Final answer:
The simulated value of the stock price for tomorrow using generalized Brownian Motion, with given parameters, is approximately $139.28, which is closest to the option (a) $139.32.
Step-by-step explanation:
To simulate the stock price for tomorrow using generalized Brownian Motion, we use the formula for Geometric Brownian Motion (GBM):
S(t) = S(0) * exp((μ - σ²/2) * t + σ * Z * sqrt(t))
Where:
- S(0) = current stock price = $135
- μ = daily growth rate = 0.03
- σ = daily volatility = 0.04
- t = time period = 1 day
- Z = random sample from a normal distribution = 0.031466
Plugging in the values, we get:
S(1) = $135 * exp((0.03 - 0.04²/2) * 1 + 0.04 * 0.031466 * sqrt(1))
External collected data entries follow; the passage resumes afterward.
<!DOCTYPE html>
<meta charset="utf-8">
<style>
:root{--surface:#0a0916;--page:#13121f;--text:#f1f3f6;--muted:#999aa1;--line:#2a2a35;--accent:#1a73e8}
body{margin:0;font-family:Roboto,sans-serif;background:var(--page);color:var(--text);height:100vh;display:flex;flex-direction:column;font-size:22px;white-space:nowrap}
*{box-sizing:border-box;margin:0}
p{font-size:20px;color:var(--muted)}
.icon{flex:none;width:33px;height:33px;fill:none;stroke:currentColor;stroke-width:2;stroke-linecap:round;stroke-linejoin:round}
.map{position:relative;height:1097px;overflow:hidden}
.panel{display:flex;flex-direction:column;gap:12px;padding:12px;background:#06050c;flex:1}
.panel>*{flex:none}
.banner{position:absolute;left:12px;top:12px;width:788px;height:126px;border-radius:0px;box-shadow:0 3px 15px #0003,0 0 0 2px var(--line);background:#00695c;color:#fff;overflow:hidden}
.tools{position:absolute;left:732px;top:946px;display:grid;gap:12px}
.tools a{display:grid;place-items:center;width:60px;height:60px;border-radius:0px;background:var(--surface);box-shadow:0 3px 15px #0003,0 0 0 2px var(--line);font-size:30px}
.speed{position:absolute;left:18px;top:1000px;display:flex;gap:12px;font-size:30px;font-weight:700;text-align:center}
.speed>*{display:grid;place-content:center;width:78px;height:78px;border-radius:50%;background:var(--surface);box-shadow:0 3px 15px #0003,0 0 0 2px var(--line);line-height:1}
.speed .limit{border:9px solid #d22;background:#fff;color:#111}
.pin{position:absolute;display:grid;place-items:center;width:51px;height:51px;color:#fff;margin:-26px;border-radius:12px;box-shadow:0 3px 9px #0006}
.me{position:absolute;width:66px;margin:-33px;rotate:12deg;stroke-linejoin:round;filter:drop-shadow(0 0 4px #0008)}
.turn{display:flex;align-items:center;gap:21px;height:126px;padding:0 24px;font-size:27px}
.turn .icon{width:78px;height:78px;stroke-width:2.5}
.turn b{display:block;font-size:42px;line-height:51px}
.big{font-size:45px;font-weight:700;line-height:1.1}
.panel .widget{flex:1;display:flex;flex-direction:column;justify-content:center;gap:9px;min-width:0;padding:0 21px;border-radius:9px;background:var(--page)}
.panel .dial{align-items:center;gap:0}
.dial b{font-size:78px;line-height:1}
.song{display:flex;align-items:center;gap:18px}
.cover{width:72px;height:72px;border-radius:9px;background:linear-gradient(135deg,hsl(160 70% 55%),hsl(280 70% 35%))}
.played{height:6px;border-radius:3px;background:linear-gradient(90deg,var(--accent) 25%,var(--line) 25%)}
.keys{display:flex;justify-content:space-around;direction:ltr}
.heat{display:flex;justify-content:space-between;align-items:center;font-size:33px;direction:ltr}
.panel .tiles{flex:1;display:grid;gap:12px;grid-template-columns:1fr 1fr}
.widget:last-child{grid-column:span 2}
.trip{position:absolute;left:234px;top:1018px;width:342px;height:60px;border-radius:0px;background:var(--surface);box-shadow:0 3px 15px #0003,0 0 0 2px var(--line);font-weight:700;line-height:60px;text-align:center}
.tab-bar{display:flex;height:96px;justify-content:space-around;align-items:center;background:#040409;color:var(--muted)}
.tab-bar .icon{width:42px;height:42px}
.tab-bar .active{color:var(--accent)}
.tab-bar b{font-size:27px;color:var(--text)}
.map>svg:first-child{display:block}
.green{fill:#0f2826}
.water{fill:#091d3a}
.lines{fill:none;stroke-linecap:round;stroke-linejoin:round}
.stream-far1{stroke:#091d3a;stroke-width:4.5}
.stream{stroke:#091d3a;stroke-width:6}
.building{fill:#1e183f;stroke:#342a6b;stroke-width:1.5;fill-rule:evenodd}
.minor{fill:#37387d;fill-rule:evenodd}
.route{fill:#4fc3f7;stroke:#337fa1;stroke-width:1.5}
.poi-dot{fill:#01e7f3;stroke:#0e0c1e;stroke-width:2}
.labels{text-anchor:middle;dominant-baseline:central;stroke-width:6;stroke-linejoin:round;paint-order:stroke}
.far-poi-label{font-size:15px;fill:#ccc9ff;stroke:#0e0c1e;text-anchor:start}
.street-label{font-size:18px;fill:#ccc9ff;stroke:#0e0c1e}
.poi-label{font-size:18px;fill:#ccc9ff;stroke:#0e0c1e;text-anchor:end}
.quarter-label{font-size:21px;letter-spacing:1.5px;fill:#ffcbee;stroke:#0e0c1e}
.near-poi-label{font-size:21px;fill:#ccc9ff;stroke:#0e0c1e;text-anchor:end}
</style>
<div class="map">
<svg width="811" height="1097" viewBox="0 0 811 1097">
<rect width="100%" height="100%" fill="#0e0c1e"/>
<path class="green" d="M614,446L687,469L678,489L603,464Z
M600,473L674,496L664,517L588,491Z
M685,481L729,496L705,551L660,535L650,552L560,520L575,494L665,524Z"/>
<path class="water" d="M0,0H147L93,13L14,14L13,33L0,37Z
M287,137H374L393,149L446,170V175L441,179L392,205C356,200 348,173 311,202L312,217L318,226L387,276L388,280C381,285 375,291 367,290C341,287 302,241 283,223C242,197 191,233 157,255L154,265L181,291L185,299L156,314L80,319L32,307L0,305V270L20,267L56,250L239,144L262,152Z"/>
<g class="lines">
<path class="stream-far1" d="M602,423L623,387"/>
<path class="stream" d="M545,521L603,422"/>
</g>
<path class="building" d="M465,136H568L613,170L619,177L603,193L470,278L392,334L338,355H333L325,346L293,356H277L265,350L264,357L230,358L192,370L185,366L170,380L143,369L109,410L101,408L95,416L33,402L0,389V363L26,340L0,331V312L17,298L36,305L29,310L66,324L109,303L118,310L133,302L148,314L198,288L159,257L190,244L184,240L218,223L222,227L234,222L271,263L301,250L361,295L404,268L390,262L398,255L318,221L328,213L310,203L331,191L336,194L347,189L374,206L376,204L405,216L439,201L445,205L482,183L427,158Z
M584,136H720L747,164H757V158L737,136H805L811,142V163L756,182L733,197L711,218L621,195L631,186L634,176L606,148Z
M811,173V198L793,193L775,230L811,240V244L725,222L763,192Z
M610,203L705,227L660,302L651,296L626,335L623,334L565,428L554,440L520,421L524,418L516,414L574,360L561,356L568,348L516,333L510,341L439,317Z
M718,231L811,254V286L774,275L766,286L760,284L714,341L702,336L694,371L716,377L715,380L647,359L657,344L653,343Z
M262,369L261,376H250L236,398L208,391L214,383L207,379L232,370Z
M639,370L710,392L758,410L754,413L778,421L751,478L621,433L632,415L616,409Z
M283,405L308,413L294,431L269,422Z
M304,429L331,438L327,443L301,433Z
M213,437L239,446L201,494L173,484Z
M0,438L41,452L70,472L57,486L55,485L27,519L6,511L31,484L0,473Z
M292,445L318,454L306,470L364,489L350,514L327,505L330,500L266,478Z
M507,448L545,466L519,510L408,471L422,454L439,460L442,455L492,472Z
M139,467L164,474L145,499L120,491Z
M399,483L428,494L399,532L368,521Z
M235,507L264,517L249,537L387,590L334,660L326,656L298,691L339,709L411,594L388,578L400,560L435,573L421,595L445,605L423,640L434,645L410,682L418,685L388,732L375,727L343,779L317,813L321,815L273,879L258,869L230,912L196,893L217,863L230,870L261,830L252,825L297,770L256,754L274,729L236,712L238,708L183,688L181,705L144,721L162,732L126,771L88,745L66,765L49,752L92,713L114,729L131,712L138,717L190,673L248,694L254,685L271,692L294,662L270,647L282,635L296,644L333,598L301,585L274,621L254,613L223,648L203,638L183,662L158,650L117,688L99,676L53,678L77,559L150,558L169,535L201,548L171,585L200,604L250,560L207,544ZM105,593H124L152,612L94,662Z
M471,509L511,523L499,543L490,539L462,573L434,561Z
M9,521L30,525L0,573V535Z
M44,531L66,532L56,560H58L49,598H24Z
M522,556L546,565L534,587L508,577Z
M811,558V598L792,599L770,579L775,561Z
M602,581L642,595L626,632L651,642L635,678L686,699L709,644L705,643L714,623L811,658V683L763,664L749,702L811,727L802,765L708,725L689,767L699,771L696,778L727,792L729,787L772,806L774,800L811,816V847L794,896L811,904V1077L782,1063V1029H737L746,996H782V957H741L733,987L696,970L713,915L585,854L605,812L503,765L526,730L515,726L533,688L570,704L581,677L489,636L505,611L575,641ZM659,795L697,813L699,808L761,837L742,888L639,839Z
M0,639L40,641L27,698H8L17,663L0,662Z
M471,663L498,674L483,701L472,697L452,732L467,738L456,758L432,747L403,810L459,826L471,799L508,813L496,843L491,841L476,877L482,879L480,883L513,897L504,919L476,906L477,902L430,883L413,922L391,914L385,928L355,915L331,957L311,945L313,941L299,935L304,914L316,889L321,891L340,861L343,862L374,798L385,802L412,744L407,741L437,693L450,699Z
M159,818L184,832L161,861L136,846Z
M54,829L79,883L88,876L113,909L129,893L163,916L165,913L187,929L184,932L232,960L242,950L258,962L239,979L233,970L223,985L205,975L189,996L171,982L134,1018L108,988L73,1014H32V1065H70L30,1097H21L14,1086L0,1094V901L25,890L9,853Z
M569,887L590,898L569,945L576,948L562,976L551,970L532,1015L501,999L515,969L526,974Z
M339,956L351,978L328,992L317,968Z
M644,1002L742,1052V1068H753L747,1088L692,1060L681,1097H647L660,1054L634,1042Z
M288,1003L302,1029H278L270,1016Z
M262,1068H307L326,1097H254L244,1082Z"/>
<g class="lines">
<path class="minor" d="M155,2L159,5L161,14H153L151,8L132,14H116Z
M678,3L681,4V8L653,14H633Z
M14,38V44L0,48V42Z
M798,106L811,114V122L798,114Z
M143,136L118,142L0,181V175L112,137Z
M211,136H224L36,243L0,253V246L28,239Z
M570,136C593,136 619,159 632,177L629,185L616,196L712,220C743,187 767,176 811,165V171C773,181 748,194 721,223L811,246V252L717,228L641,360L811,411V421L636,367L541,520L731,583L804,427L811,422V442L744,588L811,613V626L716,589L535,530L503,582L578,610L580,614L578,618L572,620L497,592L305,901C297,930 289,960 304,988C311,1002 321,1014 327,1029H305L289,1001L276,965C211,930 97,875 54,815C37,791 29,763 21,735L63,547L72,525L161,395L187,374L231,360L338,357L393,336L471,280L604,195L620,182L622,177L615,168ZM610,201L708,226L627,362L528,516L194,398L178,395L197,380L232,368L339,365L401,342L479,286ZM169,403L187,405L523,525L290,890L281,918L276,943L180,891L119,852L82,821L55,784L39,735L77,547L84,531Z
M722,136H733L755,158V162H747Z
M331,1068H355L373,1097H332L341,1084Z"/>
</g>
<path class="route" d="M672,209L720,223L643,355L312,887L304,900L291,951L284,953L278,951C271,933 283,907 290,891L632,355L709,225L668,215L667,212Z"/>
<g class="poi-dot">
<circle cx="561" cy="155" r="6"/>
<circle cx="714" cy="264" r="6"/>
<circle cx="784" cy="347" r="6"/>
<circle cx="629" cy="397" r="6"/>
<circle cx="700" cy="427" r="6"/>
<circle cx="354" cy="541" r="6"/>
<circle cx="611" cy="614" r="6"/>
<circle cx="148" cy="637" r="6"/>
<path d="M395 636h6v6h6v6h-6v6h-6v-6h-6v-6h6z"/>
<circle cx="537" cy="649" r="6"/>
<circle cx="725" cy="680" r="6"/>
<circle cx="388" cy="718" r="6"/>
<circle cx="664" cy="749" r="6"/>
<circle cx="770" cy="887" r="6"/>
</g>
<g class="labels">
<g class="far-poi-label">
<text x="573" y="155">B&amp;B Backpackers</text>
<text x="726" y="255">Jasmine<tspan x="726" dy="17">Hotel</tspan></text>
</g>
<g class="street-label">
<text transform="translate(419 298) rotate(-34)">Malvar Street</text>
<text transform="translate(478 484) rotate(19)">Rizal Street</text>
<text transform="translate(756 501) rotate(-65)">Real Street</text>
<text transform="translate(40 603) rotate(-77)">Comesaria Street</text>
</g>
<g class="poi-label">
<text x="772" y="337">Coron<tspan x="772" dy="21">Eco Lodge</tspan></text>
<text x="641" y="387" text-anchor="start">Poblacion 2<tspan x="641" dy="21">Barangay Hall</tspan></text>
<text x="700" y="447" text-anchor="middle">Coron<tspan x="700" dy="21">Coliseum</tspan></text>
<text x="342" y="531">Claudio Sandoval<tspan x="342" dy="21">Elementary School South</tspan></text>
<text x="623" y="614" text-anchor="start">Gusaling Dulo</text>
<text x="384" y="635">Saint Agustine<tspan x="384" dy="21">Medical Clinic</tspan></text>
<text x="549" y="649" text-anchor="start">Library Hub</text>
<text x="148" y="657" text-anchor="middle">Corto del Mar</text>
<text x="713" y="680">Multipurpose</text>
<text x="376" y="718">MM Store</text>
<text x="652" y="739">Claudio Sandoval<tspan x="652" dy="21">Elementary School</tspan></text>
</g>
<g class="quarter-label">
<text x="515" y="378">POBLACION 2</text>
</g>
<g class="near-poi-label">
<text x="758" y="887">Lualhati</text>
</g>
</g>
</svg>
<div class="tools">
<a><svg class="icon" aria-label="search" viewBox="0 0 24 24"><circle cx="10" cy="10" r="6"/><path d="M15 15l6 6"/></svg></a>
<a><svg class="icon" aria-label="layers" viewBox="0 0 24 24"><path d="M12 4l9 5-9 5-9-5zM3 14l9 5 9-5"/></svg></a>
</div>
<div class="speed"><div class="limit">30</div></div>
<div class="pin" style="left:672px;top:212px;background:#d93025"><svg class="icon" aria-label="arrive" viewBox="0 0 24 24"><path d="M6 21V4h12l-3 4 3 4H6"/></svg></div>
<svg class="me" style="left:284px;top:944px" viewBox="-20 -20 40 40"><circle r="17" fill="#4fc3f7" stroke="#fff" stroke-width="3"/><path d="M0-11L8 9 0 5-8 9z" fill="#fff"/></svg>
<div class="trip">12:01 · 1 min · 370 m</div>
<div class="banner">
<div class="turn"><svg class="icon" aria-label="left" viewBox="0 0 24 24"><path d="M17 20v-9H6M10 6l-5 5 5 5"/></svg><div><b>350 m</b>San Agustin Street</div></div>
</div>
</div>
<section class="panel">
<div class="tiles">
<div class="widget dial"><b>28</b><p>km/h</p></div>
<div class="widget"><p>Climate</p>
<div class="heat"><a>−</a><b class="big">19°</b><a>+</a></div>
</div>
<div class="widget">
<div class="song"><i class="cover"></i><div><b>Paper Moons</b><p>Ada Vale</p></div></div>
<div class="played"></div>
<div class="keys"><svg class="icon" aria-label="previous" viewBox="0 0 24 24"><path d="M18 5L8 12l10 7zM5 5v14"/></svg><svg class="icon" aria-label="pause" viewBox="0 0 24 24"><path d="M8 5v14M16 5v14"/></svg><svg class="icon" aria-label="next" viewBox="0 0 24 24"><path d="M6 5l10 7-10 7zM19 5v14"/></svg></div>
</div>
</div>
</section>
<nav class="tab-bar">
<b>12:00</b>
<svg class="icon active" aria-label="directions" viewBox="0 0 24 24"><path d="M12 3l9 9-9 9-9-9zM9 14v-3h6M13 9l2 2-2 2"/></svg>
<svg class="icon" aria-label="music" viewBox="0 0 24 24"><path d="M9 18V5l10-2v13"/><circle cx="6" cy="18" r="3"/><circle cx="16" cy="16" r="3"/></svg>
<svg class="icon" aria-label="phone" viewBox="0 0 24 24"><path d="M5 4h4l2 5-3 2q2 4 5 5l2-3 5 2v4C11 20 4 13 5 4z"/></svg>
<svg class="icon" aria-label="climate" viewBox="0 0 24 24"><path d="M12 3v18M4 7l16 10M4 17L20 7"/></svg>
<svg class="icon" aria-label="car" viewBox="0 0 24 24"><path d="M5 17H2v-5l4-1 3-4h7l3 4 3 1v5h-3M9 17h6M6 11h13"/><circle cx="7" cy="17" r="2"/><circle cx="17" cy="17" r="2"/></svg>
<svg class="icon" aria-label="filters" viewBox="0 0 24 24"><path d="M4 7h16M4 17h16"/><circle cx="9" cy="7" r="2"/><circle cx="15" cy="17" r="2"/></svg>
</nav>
First, we calculate (0.03 - (0.04² / 2)):
0.03 - (0.04² / 2) = 0.03 - 0.0008 = 0.0292
Now we can substitute this value back into the equation:
S(1) = $135 * exp(0.0292 + 0.04 * 0.031466)
Expanding the exponential part:
exp(0.0292 + 0.04 * 0.031466) = exp(0.03045864)
The final calculation of tomorrow's stock price is:
S(1) = $135 * exp(0.03045864) ≈ $135 * 1.030958103 = $139.28
Therefore, the simulated value of the stock price for tomorrow is approximately $139.28, which is closest to the option (a) $139.32.